À l’été 2019, Space X a proposé d’acheter la maison pour un peu plus de 100 000 $ (environ 97 000 €), mais le couple a refusé. « Puis mon mari est tombé malade. Nous n’avons pas pu dormir et nous avons fini par accepter l’offre quelques mois plus tard », explique Maria, qui vit désormais de l’autre côté du lac, à Porto Isabel. Chaque jour, elle rejoint Starbase, sert de guide touristique VIP et photographie l’avancement du chantier. Des clichés qu’elle vend dans le monde entier. « Je ne blâme pas Musk. Alors, que voulez-vous faire à l’homme le plus riche du monde ? Vous ne pouvez pas aller à l’encontre du progrès », dit-elle avec fatalisme en désignant le toit de sa vieille maison émergeant d’un dédale de bâtiments. .

D’autres habitants ont décidé de résister à tout prix. Devant sa minuscule maison en briques rouges, Gale McConnaughey, au visage vieilli et à la barbe argentée, se présente comme le dernier habitant de Boca Chica toute l’année. « Tous mes voisins sont des cadres de Space X qui travaillent toute la journée. Je ne les vois jamais et ne leur parle jamais. » L’entreprise lui a également proposé de lui racheter sa maison, pour près de 190 000 $ (environ 185 000 €). « Que voulez-vous que je fasse avec ce montant? Je ne pourrai jamais acheter une autre maison aussi près de l’océan. Je suis venu du Michigan pour passer ma retraite à pêcher. « Il a mis des écouteurs antibruit et a rapidement fermé la porte. .

Brownsville, les maisons en bois rappellent l’architecture de la Nouvelle-Orléans.

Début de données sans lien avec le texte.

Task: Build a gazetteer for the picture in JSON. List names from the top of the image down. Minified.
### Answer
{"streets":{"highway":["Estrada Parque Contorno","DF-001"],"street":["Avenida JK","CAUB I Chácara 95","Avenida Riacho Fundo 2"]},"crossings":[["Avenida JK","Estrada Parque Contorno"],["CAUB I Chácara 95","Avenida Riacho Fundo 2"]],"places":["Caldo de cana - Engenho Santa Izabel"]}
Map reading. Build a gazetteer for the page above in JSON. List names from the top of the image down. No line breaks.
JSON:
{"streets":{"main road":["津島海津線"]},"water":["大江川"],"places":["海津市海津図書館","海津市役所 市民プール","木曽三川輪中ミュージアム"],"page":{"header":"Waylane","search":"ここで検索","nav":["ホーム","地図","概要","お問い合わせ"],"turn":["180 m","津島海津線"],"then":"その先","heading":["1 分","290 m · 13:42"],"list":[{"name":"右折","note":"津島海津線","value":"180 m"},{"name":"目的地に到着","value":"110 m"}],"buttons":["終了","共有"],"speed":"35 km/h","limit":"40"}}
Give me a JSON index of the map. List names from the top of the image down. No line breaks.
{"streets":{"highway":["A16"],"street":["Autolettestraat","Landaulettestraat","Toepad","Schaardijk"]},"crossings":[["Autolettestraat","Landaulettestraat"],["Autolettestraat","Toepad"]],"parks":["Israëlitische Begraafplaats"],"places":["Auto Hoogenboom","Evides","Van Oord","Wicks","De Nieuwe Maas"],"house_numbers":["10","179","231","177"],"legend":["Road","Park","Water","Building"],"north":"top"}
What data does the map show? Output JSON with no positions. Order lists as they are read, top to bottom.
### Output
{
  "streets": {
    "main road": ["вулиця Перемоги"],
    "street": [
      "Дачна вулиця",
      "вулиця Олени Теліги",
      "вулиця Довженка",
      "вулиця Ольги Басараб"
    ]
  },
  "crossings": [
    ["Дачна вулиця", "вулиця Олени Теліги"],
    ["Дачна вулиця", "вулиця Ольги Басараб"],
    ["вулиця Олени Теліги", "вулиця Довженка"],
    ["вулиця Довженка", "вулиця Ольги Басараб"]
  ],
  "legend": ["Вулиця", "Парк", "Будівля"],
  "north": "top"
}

Changement de décor : A une vingtaine de miles de Starbase, à l’entrée de la ville de Brownsville, de grands panneaux publicitaires montrant le Starship sous un ciel étoilé annoncent la couleur : « Brownsville, far and beyond », peut-être lu en majuscules. Dans cette ville de près de 200 000 habitants, l’arrivée de Space X a longtemps été vécue comme une aubaine. La région métropolitaine est l’une des plus jeunes et des plus pauvres des États-Unis. L’âge moyen des habitants est de 29 ans. Près de 25% des familles vivent en dessous du seuil de pauvreté contre 13,4% dans le reste du Texas. Le revenu médian est près de 36 % inférieur à la moyenne américaine. Ici, le niveau d’instruction est l’un des plus bas du pays, l’obésité touche les trois quarts de la population et le diabète ravage les enfants. Brownsville est une ville divisée par le Trump Wall et le Rio Grande. De l’autre côté du pont, son jumeau mexicain, Matamoros, est en proie aux cartels de la drogue, qui ferment la frontière quand ils le veulent, bloquant le passage des énormes camions qui traversent la route. « Il n’y a jamais vraiment eu d’industries du côté américain. Les gens ici vivent de l’activité du port et de l’agriculture, cultivant du coton, des légumes ou des céréales », détaille Pat Hobbs, directeur de Workforce Solutions, une sorte d’entreprise locale Job Center.

Le mirage Space X

Le mirage Space X

À l’ancien bureau de poste du centre-ville, un bel immeuble en pierre blonde de quatre étages construit au début des années 1930, Helen Ramirez prêche la bonne parole. L’élu d’une quarantaine d’années, responsable du développement économique, est la figure montante de Brownsville. Visage sévère, cheveux tirés en arrière, elle fait du business son affaire. Avec un discours bien rodé : « Space X nous a donné un coup de projecteur et c’est une opportunité incroyable. Les retombées économiques sont réelles. L’entreprise a créé 1 600 emplois et près de 6 000 en comptant les emplois indirects avec des sous-traitants ». En combinant les salaires, les travaux de construction et d’infrastructure et tous les investissements, Space X a dépensé près de 430 millions de dollars localement depuis 2014. » Et de conclure : « 95% de Starship est fabriqué ici, par de la main-d’œuvre locale. C’est une immense fierté. »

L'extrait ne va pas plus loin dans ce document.